What is being asked
Leave the pictures out. Retype exactly the lines below from the one containing "List all place" through the one containing "I need the bounding", and no others.

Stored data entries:
☆ ☆ ☆ ☆ ☆
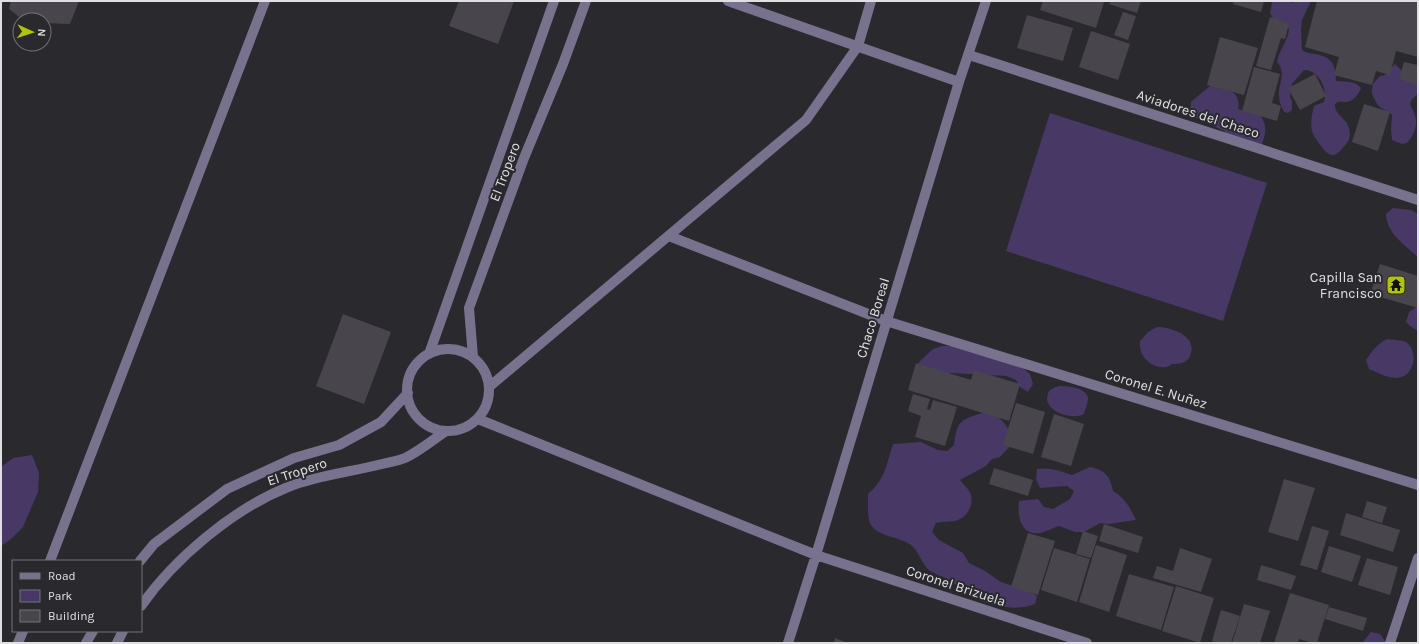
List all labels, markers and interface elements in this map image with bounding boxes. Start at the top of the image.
north arrow [12,12,52,52]
text: N [35,28,48,37]
street label: Aviadores del Chaco [1135,86,1261,142]
street label: El Tropero [486,140,524,204]
place label: Capilla San Francisco [1310,269,1382,302]
temple icon: Capilla San Francisco [1385,274,1407,296]
street label: Chaco Boreal [853,276,893,360]
street label: Coronel E. Nuñez [1103,365,1209,413]
street label: El Tropero [265,454,329,490]
legend [12,560,142,632]
street label: Coronel Brizuela [904,562,1008,610]
text: Road [48,569,76,583]
text: Park [48,589,73,603]
text: Building [48,609,95,623]

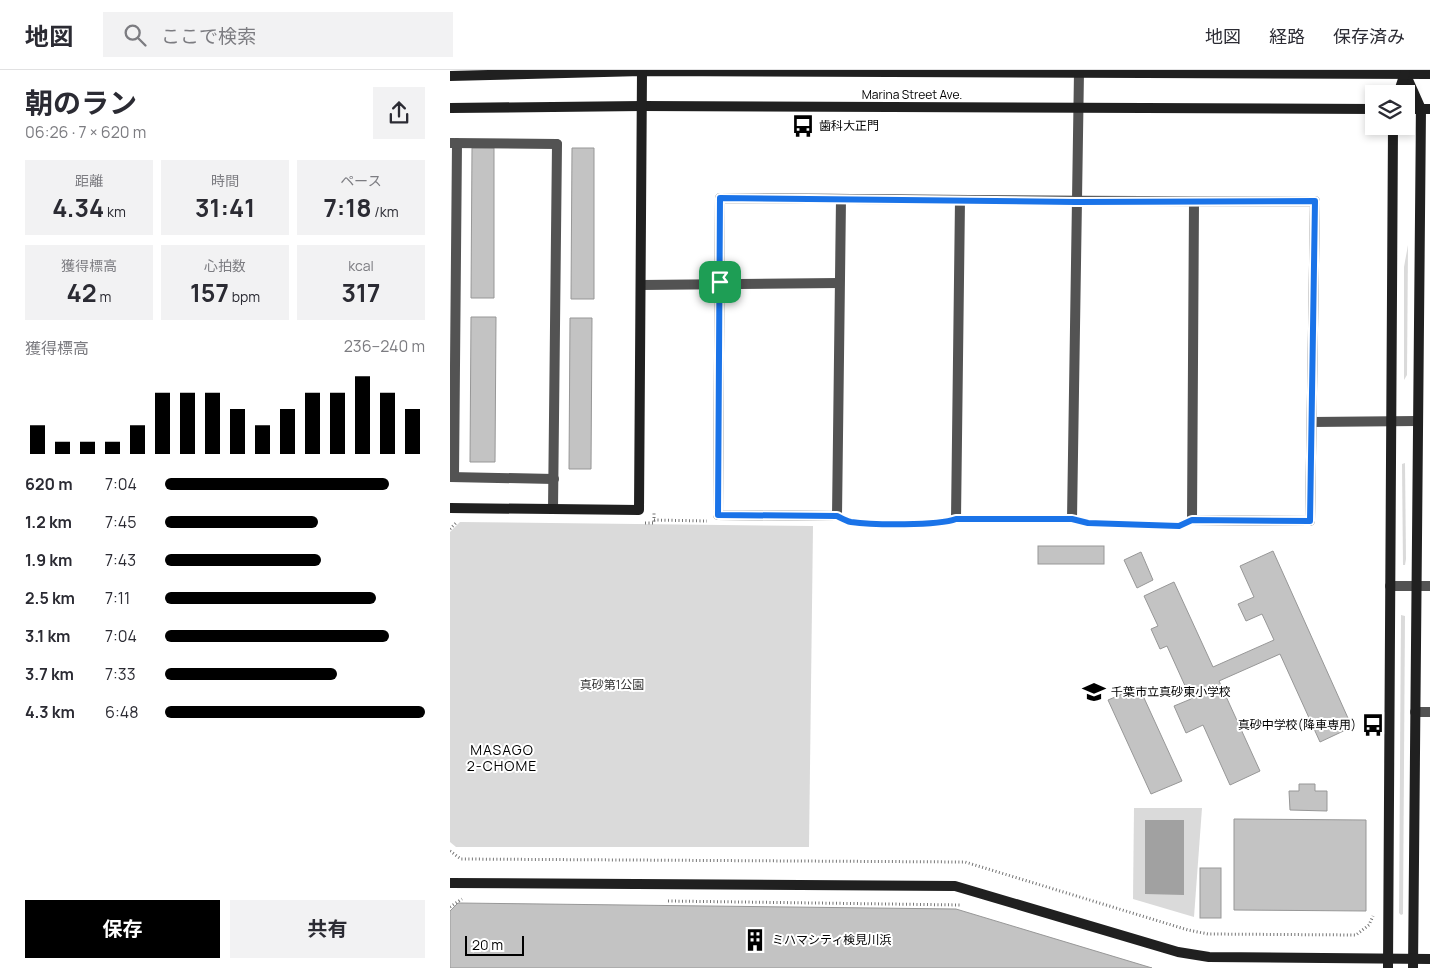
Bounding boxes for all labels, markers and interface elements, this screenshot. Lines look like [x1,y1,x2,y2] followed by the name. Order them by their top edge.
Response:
[103,12,453,57] search box
[25,19,73,52] text: 地図
[121,21,149,49] icon: search
[161,23,256,49] text: ここで検索
[1205,24,1241,48] text: 地図
[1269,24,1305,48] text: 経路
[1333,24,1405,48] text: 保存済み
[25,83,137,121] text: 朝のラン
[1365,85,1415,135] map controls
[1365,85,1415,135] button: layers
[862,86,962,103] street label: Marina Street Ave.
[373,87,425,139] button: share
[790,113,816,139] bus stop icon: 歯科大正門
[819,117,879,134] place label: 歯科大正門
[25,121,146,143] text: 06:26 · 7 × 620 m
[75,171,103,190] text: 距離
[211,171,239,190] text: 時間
[340,171,382,190] text: ペース
[52,190,104,225] text: 4.34
[195,190,255,225] text: 31:41
[323,190,372,225] text: 7:18
[104,202,126,221] text: km
[372,202,399,221] text: /km
[61,256,117,275] text: 獲得標高
[204,256,246,275] text: 心拍数
[348,256,374,275] text: kcal
[699,261,741,303] pin
[706,268,734,296] icon: arrive
[67,275,97,310] text: 42
[190,275,229,310] text: 157
[342,275,380,310] text: 317
[97,287,111,306] text: m
[229,287,260,306] text: bpm
[344,335,425,357] text: 236–240 m
[25,337,89,359] text: 獲得標高
[25,473,73,495] text: 620 m
[105,473,137,495] text: 7:04
[25,511,72,533] text: 1.2 km
[105,511,137,533] text: 7:45
[25,549,72,571] text: 1.9 km
[105,549,136,571] text: 7:43
[25,587,75,609] text: 2.5 km
[105,587,130,609] text: 7:11
[25,625,70,647] text: 3.1 km
[105,625,137,647] text: 7:04
[25,663,74,685] text: 3.7 km
[105,663,136,685] text: 7:33
[580,676,644,693] park label: 真砂第1公園
[1081,679,1107,705] school or university icon: 千葉市立真砂東小学校
[1111,683,1231,700] place label: 千葉市立真砂東小学校
[25,701,75,723] text: 4.3 km
[105,701,138,723] text: 6:48
[1360,712,1386,738] bus stop icon: 真砂中学校(降車専用)
[1238,716,1356,733] place label: 真砂中学校(降車専用)
[467,740,537,775] district label: MASAGO 2-CHOME
[25,900,220,958] button: 保存
[230,900,425,958] button: 共有
[742,927,768,953] building icon: ミハマシティ検見川浜
[772,931,891,948] place label: ミハマシティ検見川浜
[465,933,524,956] scale bar
[472,935,503,954] text: 20 m

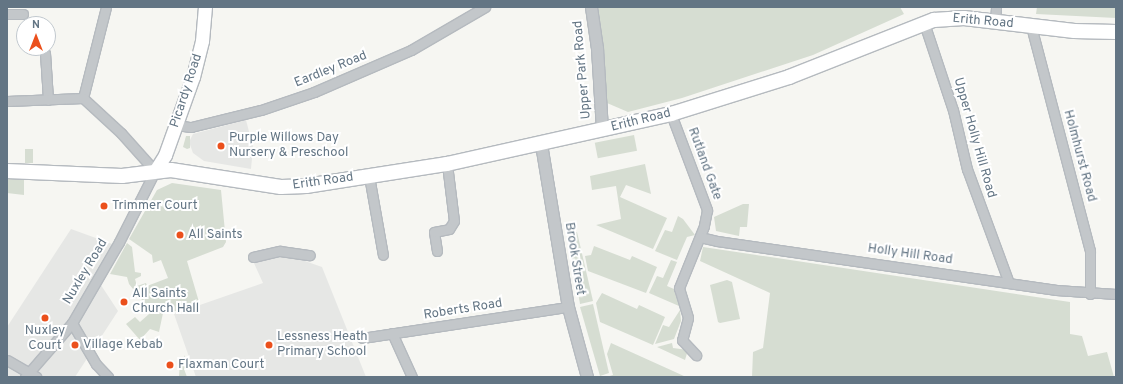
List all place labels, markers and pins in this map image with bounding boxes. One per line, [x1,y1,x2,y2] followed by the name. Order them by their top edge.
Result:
[229,131,348,162] place label: Purple Willows Day Nursery & Preschool
[216,141,226,151] marker: Purple Willows Day Nursery & Preschool
[112,198,198,214] place label: Trimmer Court
[99,201,109,211] marker: Trimmer Court
[188,227,243,243] place label: All Saints
[175,230,185,240] marker: All Saints
[132,287,199,318] place label: All Saints Church Hall
[119,297,129,307] marker: All Saints Church Hall
[40,313,50,323] marker: Nuxley Court
[25,324,65,355] place label: Nuxley Court
[277,330,368,361] place label: Lessness Heath Primary School
[83,337,163,353] place label: Village Kebab
[70,340,80,350] marker: Village Kebab
[264,340,274,350] marker: Lessness Heath Primary School
[178,357,264,373] place label: Flaxman Court
[165,360,175,370] marker: Flaxman Court

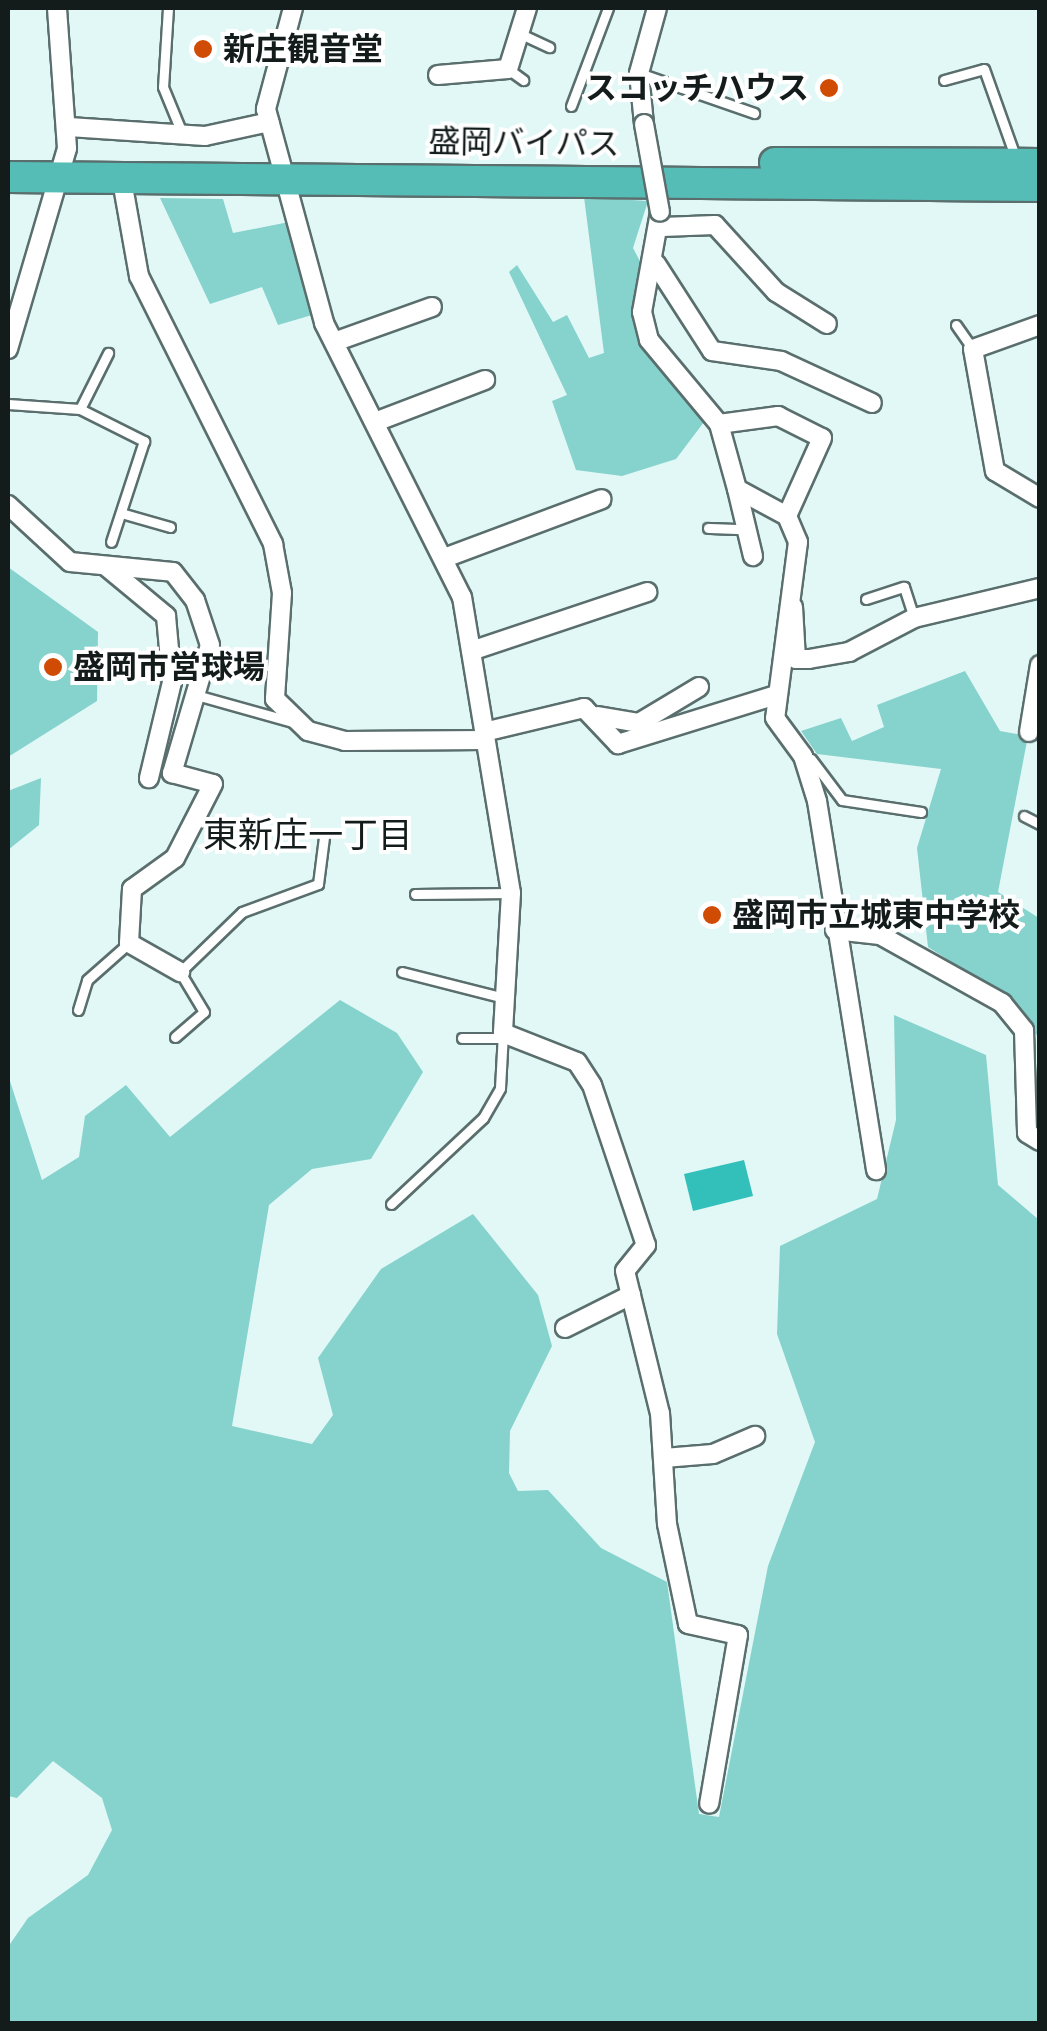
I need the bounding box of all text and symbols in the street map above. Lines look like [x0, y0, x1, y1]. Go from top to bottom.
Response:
place label: 新庄観音堂 [223, 30, 383, 68]
marker: 新庄観音堂 [192, 38, 214, 60]
place label: スコッチハウス [585, 69, 809, 107]
marker: スコッチハウス [818, 77, 840, 99]
street label: 盛岡バイパス [428, 122, 620, 164]
place label: 盛岡市営球場 [73, 648, 265, 686]
marker: 盛岡市営球場 [42, 656, 64, 678]
district label: 東新庄一丁目 [203, 814, 413, 856]
place label: 盛岡市立城東中学校 [732, 896, 1020, 934]
marker: 盛岡市立城東中学校 [701, 904, 723, 926]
☆ ☆ ☆ ☆ ☆
Answer for the task
List all place labels, markers and pins in this map image with bounding boxes. One per line, [x1,y1,x2,y2] followed by the name. Order them by their top edge.
Result:
[229,131,348,162] place label: Purple Willows Day Nursery & Preschool
[216,141,226,151] marker: Purple Willows Day Nursery & Preschool
[112,198,198,214] place label: Trimmer Court
[99,201,109,211] marker: Trimmer Court
[188,227,243,243] place label: All Saints
[175,230,185,240] marker: All Saints
[132,287,199,318] place label: All Saints Church Hall
[119,297,129,307] marker: All Saints Church Hall
[40,313,50,323] marker: Nuxley Court
[25,324,65,355] place label: Nuxley Court
[277,330,368,361] place label: Lessness Heath Primary School
[83,337,163,353] place label: Village Kebab
[70,340,80,350] marker: Village Kebab
[264,340,274,350] marker: Lessness Heath Primary School
[178,357,264,373] place label: Flaxman Court
[165,360,175,370] marker: Flaxman Court

I need the bounding box of all text and symbols in the street map above. Lines look like [x0, y0, x1, y1]. Go from top to bottom.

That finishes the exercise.